Luckily, but not surprisingly, both those properties are quite safe, with Warner Bros. stepping in to foot the bill for production on The Hobbit, while also handling domestic distribution for the film (which will be split into two parts). As I said, no surprise there that the two franchises are safe (guaranteed box office bank if ever there were any), but it was nice for that to be made official.

However, specific film properties aside, the trouble for MGM at large is that it was possibly going to auction of its assets. And now, only a couple of months later, we get word that’s exactly what’s happening. Variety reports that MGM has been given an extension until January 31st, 2010, from paying interest on their massive debts (which is the second time an extension has been granted, the first being until December 15th), and is going to be using that time to start, “a process to explore various strategic alternatives including operating as a standalone entity, forming strategic partnerships and evaluating a potential sale of the company.”

Sources close to MGM say that the studio’s investment bankers, Moelis and Co., are overseeing the sales process.
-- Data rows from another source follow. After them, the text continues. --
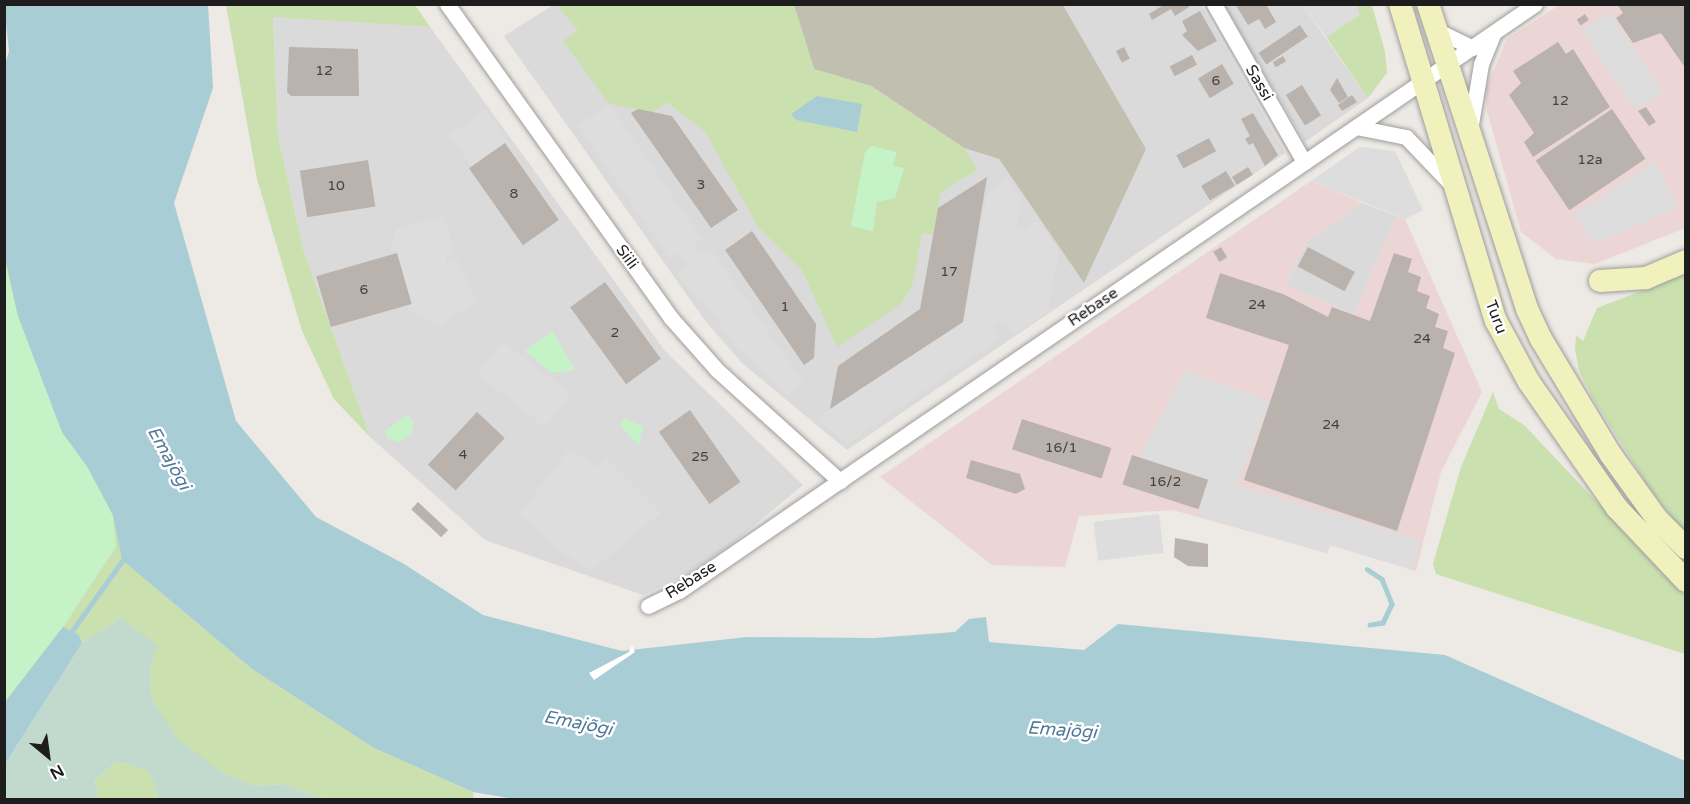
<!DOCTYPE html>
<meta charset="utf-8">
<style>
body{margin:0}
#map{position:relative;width:1690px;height:804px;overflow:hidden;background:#ede9e4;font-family:"Varela Round",sans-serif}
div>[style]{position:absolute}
.residential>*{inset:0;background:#dbdada}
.commercial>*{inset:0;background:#ecd5d5}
.construction>*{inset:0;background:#c0bfb0}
.grass>*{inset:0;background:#cae1af}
.wetland>*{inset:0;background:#c2d9cd}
.park>*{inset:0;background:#c5f2c6}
.parking>*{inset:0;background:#ddd;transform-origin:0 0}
.water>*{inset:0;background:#a9cdd5}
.pier>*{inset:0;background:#fff}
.stream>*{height:4.5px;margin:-2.25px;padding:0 2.25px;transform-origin:2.25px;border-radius:2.25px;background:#a9cdd5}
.building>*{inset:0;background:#b9b2ad;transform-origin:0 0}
.roads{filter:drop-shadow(0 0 2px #9e9e9e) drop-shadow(0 0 2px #9e9e9e)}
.minor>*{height:15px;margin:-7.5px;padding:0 7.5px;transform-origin:7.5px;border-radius:7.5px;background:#fff}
.secondary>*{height:22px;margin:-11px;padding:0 11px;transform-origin:11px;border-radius:11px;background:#f1f1bd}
span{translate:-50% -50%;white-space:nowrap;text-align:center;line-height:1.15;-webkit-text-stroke:5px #fff;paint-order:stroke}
.number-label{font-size:14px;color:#444241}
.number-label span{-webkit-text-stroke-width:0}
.street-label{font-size:16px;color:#1d1d1d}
.water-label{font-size:18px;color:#527999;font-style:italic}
.frame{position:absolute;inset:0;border:6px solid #1d1d1d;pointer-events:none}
.north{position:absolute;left:18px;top:726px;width:60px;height:60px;-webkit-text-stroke:4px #fff;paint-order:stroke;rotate:151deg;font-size:16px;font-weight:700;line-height:24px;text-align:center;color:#1d1d1d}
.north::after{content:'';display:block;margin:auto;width:21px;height:27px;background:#1d1d1d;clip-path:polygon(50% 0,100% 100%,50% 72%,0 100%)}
</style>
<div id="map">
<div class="residential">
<i style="clip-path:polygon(553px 5px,794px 5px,814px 68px,871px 86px,964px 148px,999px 159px,1084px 282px,1146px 149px,1063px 5px,1201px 5px,1285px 153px,847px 450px,743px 364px,706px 322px,504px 36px)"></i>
<i style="clip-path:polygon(1224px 5px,1302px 5px,1368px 98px,1305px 142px)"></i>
<i style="clip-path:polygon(273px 16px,430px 27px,665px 351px,803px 485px,732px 544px,684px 576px,643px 595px,485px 540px,370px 437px,303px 249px,278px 135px)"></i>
<i style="clip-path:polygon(1363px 203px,1396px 216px,1353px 315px,1286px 285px,1306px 242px)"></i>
</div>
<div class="commercial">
<i style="clip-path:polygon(1559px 5px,1685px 5px,1685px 228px,1595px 264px,1556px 259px,1521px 232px,1487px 111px,1485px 91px,1507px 39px)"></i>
<i style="clip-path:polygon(1311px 181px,1363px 203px,1306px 242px,1286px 285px,1353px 315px,1396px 216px,1405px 219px,1482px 392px,1441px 472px,1416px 571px,1330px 545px,1327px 553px,1173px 510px,1079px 516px,1065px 567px,992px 565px,880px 477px)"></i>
</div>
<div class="construction">
<i style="clip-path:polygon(794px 5px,1063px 5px,1146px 149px,1084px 283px,999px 159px,964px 148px,871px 86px,814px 69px)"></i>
</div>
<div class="grass">
<i style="clip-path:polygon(226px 5px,415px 5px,430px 27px,273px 17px,278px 135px,303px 249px,370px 437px,334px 399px,302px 331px,257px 179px)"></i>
<i style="clip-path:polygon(557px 5px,794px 5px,814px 69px,871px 86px,964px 148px,977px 170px,941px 192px,933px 235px,922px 233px,912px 287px,901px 304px,837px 347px,802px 270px,758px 227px,705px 132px,667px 102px,653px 112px,609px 104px,563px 41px,578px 30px)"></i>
<i style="clip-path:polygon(1357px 5px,1372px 5px,1385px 52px,1387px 73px,1368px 98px,1326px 37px,1359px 15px)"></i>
<i style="clip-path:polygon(4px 257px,152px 585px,252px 669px,374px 748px,473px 792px,474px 799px,324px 799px,283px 784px,255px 786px,222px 773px,177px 739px,151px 697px,150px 668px,157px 646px,121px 618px,82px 643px,79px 635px,5px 702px)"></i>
<i style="clip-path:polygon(1685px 274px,1685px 535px,1646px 483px,1594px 400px,1579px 371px,1575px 349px,1576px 335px,1583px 341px,1597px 308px)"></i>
<i style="clip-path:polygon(1493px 392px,1499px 409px,1524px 425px,1685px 595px,1685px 654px,1436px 574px,1433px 564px,1461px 467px)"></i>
<i style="clip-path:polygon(117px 761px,149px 771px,159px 799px,99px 799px,94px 781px)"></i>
</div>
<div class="wetland">
<i style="clip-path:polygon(121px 618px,158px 646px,150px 668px,151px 697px,178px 739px,223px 773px,255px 786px,283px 784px,324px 799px,159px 799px,149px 771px,117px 761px,94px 781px,99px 799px,5px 800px,5px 764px,82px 643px)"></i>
</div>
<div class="park">
<i style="clip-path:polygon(872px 146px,897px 152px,893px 166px,904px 168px,895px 198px,877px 202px,873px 231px,851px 226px,865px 152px)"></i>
<i style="clip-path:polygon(4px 257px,18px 316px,62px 432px,88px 468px,113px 516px,116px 547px,63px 627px,5px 702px)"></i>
<i style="clip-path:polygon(552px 331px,575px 370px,551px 373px,525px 351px)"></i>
<i style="clip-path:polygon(407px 415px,414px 422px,411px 435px,399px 442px,387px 438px,385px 431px)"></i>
<i style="clip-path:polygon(625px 418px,643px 427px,639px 446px,620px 425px)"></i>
</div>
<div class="parking">
<i style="clip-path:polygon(1302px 5px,1357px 5px,1360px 15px,1326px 37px)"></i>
<i style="left:1609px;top:12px;width:96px;height:33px;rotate:56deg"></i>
<i style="clip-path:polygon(609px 104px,702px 239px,693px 246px,700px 255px,710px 248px,804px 383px,787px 395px,734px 345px,702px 299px,698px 302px,678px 272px,687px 265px,678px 253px,669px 258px,578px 126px)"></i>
<i style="clip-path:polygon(485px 109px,513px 149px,504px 143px,472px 167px,450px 135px)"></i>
<i style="clip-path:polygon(1360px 147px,1395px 151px,1423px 210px,1405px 219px,1311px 181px)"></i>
<i style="clip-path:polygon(1655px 161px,1678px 208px,1594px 243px,1573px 215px)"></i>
<i style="clip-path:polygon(1006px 176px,1021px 199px,1017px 228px,1024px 229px,1037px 220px,1059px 251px,1047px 312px,1013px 336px,1007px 325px,994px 324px,1000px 338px,848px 444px,819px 420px,822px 414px,963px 322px,987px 194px)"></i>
<i style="clip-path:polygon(443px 216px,456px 253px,445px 257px,447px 263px,458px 260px,476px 300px,442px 326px,409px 310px,412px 304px,397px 253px,389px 250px,397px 229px)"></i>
<i style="left:503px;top:341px;width:86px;height:42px;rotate:38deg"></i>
<i style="clip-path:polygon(1185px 371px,1270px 401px,1236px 485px,1420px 540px,1413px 570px,1330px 545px,1327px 553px,1197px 516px,1208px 479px,1139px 457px)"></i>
<i style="clip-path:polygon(570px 448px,596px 467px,607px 459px,661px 513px,591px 571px,554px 547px,519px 514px)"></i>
<i style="left:1159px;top:514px;width:39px;height:66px;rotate:83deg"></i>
</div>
<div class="water">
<i style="clip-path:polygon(4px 5px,208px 5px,213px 88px,174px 203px,236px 421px,316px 517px,404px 564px,483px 615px,622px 651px,747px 637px,874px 638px,955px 632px,969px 619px,986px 617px,989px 642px,1084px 650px,1118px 624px,1445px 655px,1685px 761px,1685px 799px,520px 800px,473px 792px,374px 748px,252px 669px,122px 560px,113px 515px,88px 468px,62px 432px,18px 316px,5px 257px,4px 68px,9px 51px)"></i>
<i style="clip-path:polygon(817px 96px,862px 104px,857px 132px,796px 120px,791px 114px)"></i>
<i style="clip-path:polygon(63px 627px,79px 635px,82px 643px,5px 764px,5px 702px)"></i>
</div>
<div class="pier">
<i style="clip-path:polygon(632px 645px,635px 652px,594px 680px,589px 673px,629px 652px)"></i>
</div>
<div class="stream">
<i style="left:1367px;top:569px;width:18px;rotate:34deg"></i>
<i style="left:1382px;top:579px;width:27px;rotate:68deg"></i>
<i style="left:1392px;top:604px;width:21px;rotate:115deg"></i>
<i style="left:1383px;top:623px;width:13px;rotate:171deg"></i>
<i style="left:69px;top:635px;width:96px;rotate:-54.3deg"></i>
</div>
<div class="building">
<i style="clip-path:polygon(1165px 4px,1188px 4px,1189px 7px,1175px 16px,1171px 9px,1152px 20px,1149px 14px)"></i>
<i style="clip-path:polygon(1235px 4px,1271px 4px,1267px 6px,1276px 22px,1265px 29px,1259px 19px,1248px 25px)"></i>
<i style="clip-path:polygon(1617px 4px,1686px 4px,1686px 69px,1661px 33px,1633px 43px,1616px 18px,1623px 13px)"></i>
<i style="clip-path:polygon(1200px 11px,1217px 41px,1198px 51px,1182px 35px,1187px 31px,1182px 21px)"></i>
<i style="left:1585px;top:14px;width:7px;height:10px;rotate:56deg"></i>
<i style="left:1300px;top:25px;width:14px;height:50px;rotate:56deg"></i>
<i style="clip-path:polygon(1558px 42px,1566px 54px,1573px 49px,1610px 107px,1533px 157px,1524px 142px,1534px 133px,1509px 95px,1521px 83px,1513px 71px)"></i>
<i style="clip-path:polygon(289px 47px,358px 49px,359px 96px,291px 96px,287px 92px)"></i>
<i style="left:1124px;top:47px;width:13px;height:9px;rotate:63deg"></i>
<i style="left:1192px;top:55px;width:11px;height:25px;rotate:63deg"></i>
<i style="left:1283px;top:56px;width:6px;height:12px;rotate:59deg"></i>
<i style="left:1222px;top:64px;width:23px;height:28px;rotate:59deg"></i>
<i style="clip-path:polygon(1337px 78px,1348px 97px,1339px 103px,1330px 90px)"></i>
<i style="left:1302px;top:85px;width:36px;height:19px;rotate:58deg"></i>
<i style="clip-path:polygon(1352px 95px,1357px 102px,1342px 111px,1338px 105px)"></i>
<i style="clip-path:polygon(1646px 107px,1656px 122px,1649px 126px,1638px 111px)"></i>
<i style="clip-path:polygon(638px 109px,672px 116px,738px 210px,711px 228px,631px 113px)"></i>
<i style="left:1612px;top:109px;width:60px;height:92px;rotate:56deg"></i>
<i style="clip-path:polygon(1253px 113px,1278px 155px,1265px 166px,1253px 143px,1249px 145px,1245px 139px,1250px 136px,1241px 119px)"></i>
<i style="left:1209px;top:138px;width:15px;height:37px;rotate:62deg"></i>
<i style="left:505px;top:143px;width:94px;height:44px;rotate:55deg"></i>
<i style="left:368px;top:160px;width:47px;height:69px;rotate:81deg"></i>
<i style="left:1248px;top:167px;width:9px;height:19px;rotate:58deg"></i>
<i style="left:1226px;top:171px;width:17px;height:29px;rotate:59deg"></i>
<i style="clip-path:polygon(987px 177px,963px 322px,830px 409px,838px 366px,920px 309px,938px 208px)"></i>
<i style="clip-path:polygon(752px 231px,816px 324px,814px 358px,804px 365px,725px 250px)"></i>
<i style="left:1221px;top:247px;width:12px;height:9px;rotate:59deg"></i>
<i style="left:1308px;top:247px;width:53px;height:22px;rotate:28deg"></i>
<i style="left:397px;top:253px;width:53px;height:84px;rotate:74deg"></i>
<i style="clip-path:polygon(1394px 253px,1412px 259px,1408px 272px,1421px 277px,1417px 291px,1430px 296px,1426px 308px,1439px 314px,1435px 327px,1448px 331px,1443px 348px,1455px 353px,1397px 531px,1244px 480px,1289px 345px,1206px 318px,1220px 273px,1283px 294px,1328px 317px,1332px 307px,1370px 321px)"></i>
<i style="left:605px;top:282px;width:95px;height:43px;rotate:54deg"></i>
<i style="left:690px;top:410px;width:88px;height:38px;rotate:55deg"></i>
<i style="left:477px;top:412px;width:38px;height:72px;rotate:43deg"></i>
<i style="left:1022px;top:419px;width:94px;height:32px;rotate:18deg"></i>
<i style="left:1132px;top:455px;width:80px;height:31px;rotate:18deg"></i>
<i style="clip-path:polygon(971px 460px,1020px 474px,1025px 489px,1016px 494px,966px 478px)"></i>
<i style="left:418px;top:502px;width:41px;height:10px;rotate:43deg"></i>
<i style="clip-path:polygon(1175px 538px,1208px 544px,1208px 567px,1188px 566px,1174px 557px)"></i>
</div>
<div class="roads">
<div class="minor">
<i style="left:447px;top:4px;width:386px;rotate:54.5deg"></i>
<i style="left:671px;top:318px;width:69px;rotate:48.5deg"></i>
<i style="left:717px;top:370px;width:166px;rotate:42.1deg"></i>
<i style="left:1214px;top:4px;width:182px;rotate:60.3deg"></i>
<i style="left:1436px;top:30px;width:41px;rotate:25.9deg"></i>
<i style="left:1471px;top:124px;width:61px;rotate:-80.5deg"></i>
<i style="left:1481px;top:64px;width:32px;rotate:-68deg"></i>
<i style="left:1356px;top:127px;width:51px;rotate:11.3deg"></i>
<i style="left:1406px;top:137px;width:62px;rotate:46.3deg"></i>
<i style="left:648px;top:606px;width:34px;rotate:-26deg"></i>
<i style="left:679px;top:591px;width:1038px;rotate:-34.44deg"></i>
</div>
<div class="secondary">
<i style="left:1400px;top:4px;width:331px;rotate:73.2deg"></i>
<i style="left:1496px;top:321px;width:69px;rotate:61.6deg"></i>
<i style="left:1529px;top:382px;width:154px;rotate:55.1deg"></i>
<i style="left:1617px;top:508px;width:100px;rotate:46.6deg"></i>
<i style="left:1428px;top:4px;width:321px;rotate:72deg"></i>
<i style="left:1527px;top:309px;width:33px;rotate:65deg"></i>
<i style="left:1541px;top:339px;width:135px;rotate:58.9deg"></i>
<i style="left:1611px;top:455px;width:79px;rotate:54.3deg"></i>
<i style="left:1657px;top:519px;width:41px;rotate:45deg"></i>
<i style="left:1600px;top:281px;width:46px;rotate:-3.7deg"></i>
<i style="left:1646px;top:278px;width:43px;rotate:-23deg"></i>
</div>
</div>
<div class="number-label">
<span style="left:324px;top:71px">12</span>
<span style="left:1216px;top:81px">6</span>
<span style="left:1560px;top:101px">12</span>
<span style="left:1590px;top:160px">12a</span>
<span style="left:701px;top:185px">3</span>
<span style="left:336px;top:186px">10</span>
<span style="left:514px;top:194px">8</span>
<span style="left:949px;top:272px">17</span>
<span style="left:364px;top:290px">6</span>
<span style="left:1257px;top:305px">24</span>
<span style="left:785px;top:307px">1</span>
<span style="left:615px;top:333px">2</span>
<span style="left:1422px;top:339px">24</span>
<span style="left:1331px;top:425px">24</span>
<span style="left:1061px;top:448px">16/1</span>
<span style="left:463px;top:455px">4</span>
<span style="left:700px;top:457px">25</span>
<span style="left:1165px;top:482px">16/2</span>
</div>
<div class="street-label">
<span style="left:1259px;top:83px;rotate:60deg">Sassi</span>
<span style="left:627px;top:257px;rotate:54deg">Siili</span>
<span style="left:1093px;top:307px;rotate:-34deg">Rebase</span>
<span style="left:1496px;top:317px;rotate:69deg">Turu</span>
<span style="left:691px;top:580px;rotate:-32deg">Rebase</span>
</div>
<div class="water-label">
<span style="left:169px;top:458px;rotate:61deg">Emajõgi</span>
<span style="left:578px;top:723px;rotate:11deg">Emajõgi</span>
<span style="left:1062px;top:730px;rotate:4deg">Emajõgi</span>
</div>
<div class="frame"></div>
<div class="north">N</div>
</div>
However MGM’s current management will remain in place to take care of feature development and the general continuing of production. A statement issued on Friday from MGM reads:

“The lenders took this action in support of the company’s ongoing efforts to develop and evaluate long-term strategic alternatives to maximize value for its stakeholders… MGM appreciates the continued support of its lender group for the process it is undertaking.”

So what assets does MGM have to offer? Well, they include the likes of a 4,000-title library, the logo, the United Artists operations, rights to the James Bond franchise and half-ownership of the upcoming Hobbit films. You’d immediately think that other studios would be licking their lips right about now and you’d be right: Possible buyers include Time Warner, News. Corps (which owns 20th Century Fox) and Lionsgate (Get it? LIONsgate? MGM’s logo is a roaring lion… Okay, never mind…).

There was a rumor at the beginning of last month that the Bond franchise was maybe moving from MGM to Fox, but soon thereafter MGM contacted the guys over at Film School Rejects directly to let us all know that wasn’t the case. However, in light of this recent news, even though Bond won’t be moving studios, per se, if another studio snaps up MGM then the Bond franchise would by extension be owned by someone else.

Man, this whole MGM ordeal really is tossing and turning in a relatively short period of time, isn’t it?…

What do you think of MGM being officially for sale in light of their recent financial troubles? Which studio do you think will make the purchase?